Carbon nanotube composites that can be trained to behave in a particular way could be used to replace conventional silicon-based transistors in some electronics applications according to a group of researchers from Durham University in the UK and the University of São Paulo-USP
The group’s work, reported in the Journal of Applied Physics, centres around the use of single-walled carbon nanotube composites (SWCNTs) as a material in ’unconventional’ computing.
“Instead of creating circuits from arrays of discrete components (transistors in digital electronics), our work takes a random disordered material and then ‘trains’ the material to produce a desired output,” explained Mark K. Massey, research associate, School of Engineering and Computing Sciences at Durham University.
This emerging field of research is known as ’evolution-in-materio,’ and blends together materials science, engineering and computer science.

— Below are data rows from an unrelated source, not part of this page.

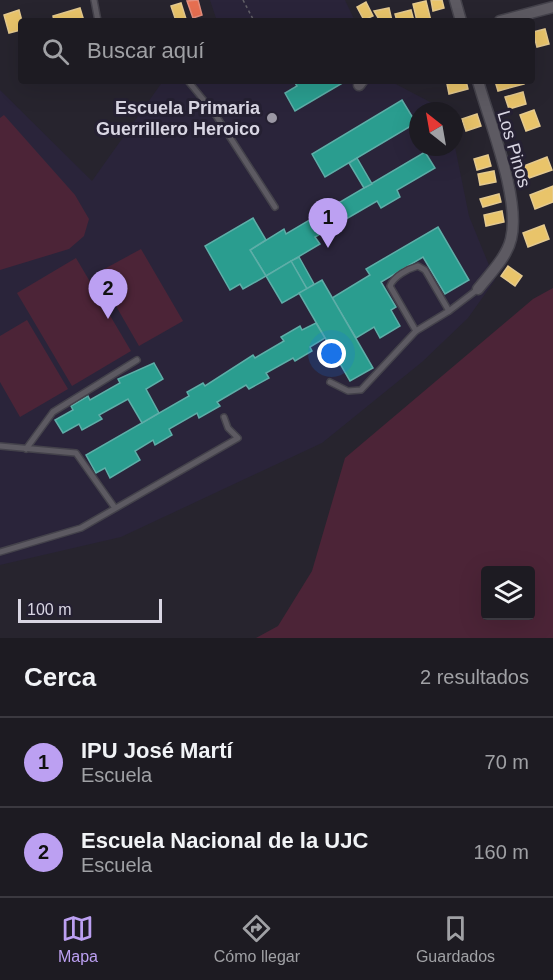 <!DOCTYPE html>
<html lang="es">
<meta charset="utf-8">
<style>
body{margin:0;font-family:Helvetica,sans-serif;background:#25242a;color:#f1f3f6}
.controls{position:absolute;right:18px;bottom:18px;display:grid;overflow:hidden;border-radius:6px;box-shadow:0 6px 24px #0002}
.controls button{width:54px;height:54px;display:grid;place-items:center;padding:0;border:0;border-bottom:2px solid #3b3940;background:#1d1b22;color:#f1f3f6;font:30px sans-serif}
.compass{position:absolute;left:409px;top:102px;width:54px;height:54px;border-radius:50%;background:#1d1b22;box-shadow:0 6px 24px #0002;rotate:329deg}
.scale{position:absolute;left:18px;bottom:15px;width:144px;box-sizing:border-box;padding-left:6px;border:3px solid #d9d6e3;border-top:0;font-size:16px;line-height:21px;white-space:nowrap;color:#d9d6e3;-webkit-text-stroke:4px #252032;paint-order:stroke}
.you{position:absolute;left:332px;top:354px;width:21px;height:21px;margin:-15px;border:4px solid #fff;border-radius:50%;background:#1a73e8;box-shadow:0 0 0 9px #1a73e833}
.badge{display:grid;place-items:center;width:39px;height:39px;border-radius:50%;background:#bca0f2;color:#111;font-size:20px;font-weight:700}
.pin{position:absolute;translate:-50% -50px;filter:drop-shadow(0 2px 3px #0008)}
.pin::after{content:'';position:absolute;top:32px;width:21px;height:18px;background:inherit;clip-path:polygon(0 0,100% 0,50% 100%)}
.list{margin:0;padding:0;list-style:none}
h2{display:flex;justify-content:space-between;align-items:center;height:78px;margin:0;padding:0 24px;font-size:26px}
h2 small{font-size:20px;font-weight:400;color:#a0a1a5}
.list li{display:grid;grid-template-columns:39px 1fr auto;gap:18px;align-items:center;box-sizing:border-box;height:90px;padding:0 24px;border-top:2px solid #3b3940}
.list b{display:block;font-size:22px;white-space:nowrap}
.list p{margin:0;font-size:20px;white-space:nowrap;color:#a0a1a5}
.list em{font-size:20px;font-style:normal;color:#a0a1a5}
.icon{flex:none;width:33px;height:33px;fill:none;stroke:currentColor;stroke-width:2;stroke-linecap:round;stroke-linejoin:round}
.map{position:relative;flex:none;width:553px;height:638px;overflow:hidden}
.search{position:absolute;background:#1d1b22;box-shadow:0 6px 24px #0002;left:18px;right:18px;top:18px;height:66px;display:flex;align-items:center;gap:15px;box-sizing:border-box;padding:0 21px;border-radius:6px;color:#a0a1a5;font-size:22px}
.sheet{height:258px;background:#1d1b22}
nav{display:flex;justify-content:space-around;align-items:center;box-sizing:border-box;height:84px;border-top:2px solid #3b3940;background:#1d1b22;font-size:16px;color:#a0a1a5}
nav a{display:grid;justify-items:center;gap:3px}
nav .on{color:#bca0f2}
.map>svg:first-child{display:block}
</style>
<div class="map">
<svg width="553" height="638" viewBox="0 0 553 638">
<rect width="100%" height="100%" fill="#27242e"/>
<g fill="#2a243a">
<polygon points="210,0 345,0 355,21 217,21"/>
<polygon points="163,81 390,81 430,102 441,111 418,111 418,147 454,147 454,142 469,216 495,280 468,318 422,362 322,443 121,537 0,565 0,90 92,181"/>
</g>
<g fill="#4c2437" fill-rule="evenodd">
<polygon points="4,115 75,195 89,219 84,236 69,249 0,270 0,118"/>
<polygon points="141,249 183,321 139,346 97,273"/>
<polygon points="76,258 131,351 72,386 17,293"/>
<path d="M553,288v350h-297l22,-12 34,-55 33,-113 188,-159zM486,570h44v46h-44z"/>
<polygon points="27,320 68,389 20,417 0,382 0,336"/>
</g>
<g fill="#e9c46a" stroke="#e4c98e" stroke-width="1.5">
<polygon points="431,0 442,0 444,8 433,11"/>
<polygon points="426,1 431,21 417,21 413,4"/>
<polygon points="366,2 373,16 364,20 357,7"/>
<polygon points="181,3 186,19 176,21 171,6"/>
<polygon points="80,8 84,21 54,21 53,16"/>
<polygon points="389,8 392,21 380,21 374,11"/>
<polygon points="19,10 22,21 21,30 9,33 4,15"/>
<polygon points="411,10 414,21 397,21 395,14"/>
<polygon points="545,29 549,44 537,47 533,32"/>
<polygon points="459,81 466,81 468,89 449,94 447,84"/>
<polygon points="495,81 523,81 524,84 498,91"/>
<polygon points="523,92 526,104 509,109 505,97"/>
<polygon points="534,110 540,126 526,131 520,115"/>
<polygon points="477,114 481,126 466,131 462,119"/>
<polygon points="488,155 491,166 477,170 474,159"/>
<polygon points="547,157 552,170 529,178 524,166"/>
<polygon points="494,171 496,182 480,185 478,174"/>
<polygon points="553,186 553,202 535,209 530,195"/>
<polygon points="499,194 501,202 483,207 480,199"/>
<polygon points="502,211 504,222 486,226 484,215"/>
<polygon points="544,225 549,239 528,247 523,233"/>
<polygon points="508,266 522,276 515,286 501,276"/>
</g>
<polygon fill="#e76f51" stroke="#e38e7d" stroke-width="1.5" points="198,0 202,15 193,18 187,1"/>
<g fill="#2a9d8f" stroke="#5eaea8" stroke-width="1.5">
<polygon points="294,81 346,81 295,111 285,93 297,86"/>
<polygon points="402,100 416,123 325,177 312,154"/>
<polygon points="425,152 435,168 397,190 400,197 381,208 377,201 315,237 320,244 266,276 250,250 284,229 286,234"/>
<polygon points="357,158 372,184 364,188 349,163"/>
<polygon points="253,218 266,240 250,250 266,276 243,289 240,284 230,290 205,246"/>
<polygon points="438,227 469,280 445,294 423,257 381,282 396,307 391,310 400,326 380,338 374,327 356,338 332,298 370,275 366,269"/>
<polygon points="299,257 314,284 307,289 291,261"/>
<polygon points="291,261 307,289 282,303 266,276"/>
<polygon points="322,280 373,368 350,381 299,293"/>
<polygon points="316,323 325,338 310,347 312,351 295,361 293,358 266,373 269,378 249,389 246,385 217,402 220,406 199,418 197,413 169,429 172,435 155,445 153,440 135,451 140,460 110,478 105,468 96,473 86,455 189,396 187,392 203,383 205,386 253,355 255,358 284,341 281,337 300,326 302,330"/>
<polygon points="154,363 163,379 146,389 159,413 142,423 128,399 99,415 102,419 82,430 79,424 63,433 55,420 73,410 71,406 88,396 90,400 120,383 118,379"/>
</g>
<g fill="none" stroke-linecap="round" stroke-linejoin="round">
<g stroke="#44424b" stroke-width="8">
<g id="lane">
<polyline points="94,0 98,21"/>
<polyline points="188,81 215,114 275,207"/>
<path d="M416,331l-26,-45c4,-10 18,-17 28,-20l7,4 24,41"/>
<polyline points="330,382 348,391 361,390 416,331 449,311 478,289"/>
<polyline points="0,446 76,453 115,508"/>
<polyline points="26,449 53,412 137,360"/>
<polyline points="0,552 81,528 238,438 228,428 224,417"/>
</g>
</g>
<g stroke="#44424b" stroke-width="13">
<g id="street">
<polyline points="455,0 461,21"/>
<polyline points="500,21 553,7"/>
<polyline points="359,85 362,81"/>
<path d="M478,289c11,-14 29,-32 33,-50 10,-40 -22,-118 -33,-158"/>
</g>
</g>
<polyline stroke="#626067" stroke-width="1.5" stroke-dasharray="3 3" stroke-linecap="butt" points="243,0 254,21"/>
<use href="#lane" stroke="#5d5a62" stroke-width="5"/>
<use href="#street" stroke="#5d5a62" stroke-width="10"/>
</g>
<circle fill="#9b98a4" stroke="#252032" stroke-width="2" cx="272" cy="118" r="6"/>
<g text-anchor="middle" stroke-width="6" stroke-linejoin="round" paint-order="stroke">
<g font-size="18" font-weight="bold" fill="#d9d6e3" stroke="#252032" text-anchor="end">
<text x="260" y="114">Escuela Primaria<tspan x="260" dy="21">Guerrillero Heroico</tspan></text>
</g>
<g font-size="18" fill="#d9d6e3" stroke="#252032">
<text transform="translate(514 149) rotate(74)" y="6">Los Pinos</text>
</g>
</g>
</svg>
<div class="controls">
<button><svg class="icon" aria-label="layers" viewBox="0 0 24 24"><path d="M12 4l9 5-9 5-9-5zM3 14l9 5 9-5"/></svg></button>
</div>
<svg class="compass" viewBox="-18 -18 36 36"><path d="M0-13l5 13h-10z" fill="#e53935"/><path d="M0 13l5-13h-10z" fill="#a0a1a5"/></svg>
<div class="scale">100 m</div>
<div class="you"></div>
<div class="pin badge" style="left:328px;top:248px">1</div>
<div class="pin badge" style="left:108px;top:319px">2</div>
<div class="search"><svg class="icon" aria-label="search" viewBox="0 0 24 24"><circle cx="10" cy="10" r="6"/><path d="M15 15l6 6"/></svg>Buscar aquí</div>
</div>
<section class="sheet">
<h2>Cerca<small>2 resultados</small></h2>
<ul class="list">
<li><span class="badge">1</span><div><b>IPU José Martí</b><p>Escuela</p></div><em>70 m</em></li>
<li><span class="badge">2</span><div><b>Escuela Nacional de la UJC</b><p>Escuela</p></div><em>160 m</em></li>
</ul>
</section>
<nav>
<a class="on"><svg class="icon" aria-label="map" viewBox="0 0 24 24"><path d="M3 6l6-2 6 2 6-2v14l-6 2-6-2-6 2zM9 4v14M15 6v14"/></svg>Mapa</a>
<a><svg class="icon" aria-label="directions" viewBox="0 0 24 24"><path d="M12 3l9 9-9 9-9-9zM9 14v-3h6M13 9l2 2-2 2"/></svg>Cómo llegar</a>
<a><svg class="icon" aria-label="saved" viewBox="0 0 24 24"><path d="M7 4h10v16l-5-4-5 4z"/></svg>Guardados</a>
</nav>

Although still in its early stages, the concept has already shown that by using an approach similar to natural evolution, materials can be trained to mimic electronic circuits without needing to design the material structure in a specific way.
“The material we use in our work is a mixture of carbon nanotubes and polymer, which creates a complex electrical structure,” Massey said in a statement. “When voltages (stimuli) are applied at points of the material, its electrical properties change. When the correct signals are applied to the material, it can be trained or ‘evolved’ to perform a useful function.”
While the group doesn’t expect to see their method compete with high-speed silicon computers, it could turn out to be a complementary technology.
“With more research, it could lead to new techniques for making electronic devices,” he said. The approach may find applications within the realm of “analog signal processing or low-power, low-cost devices in the future.”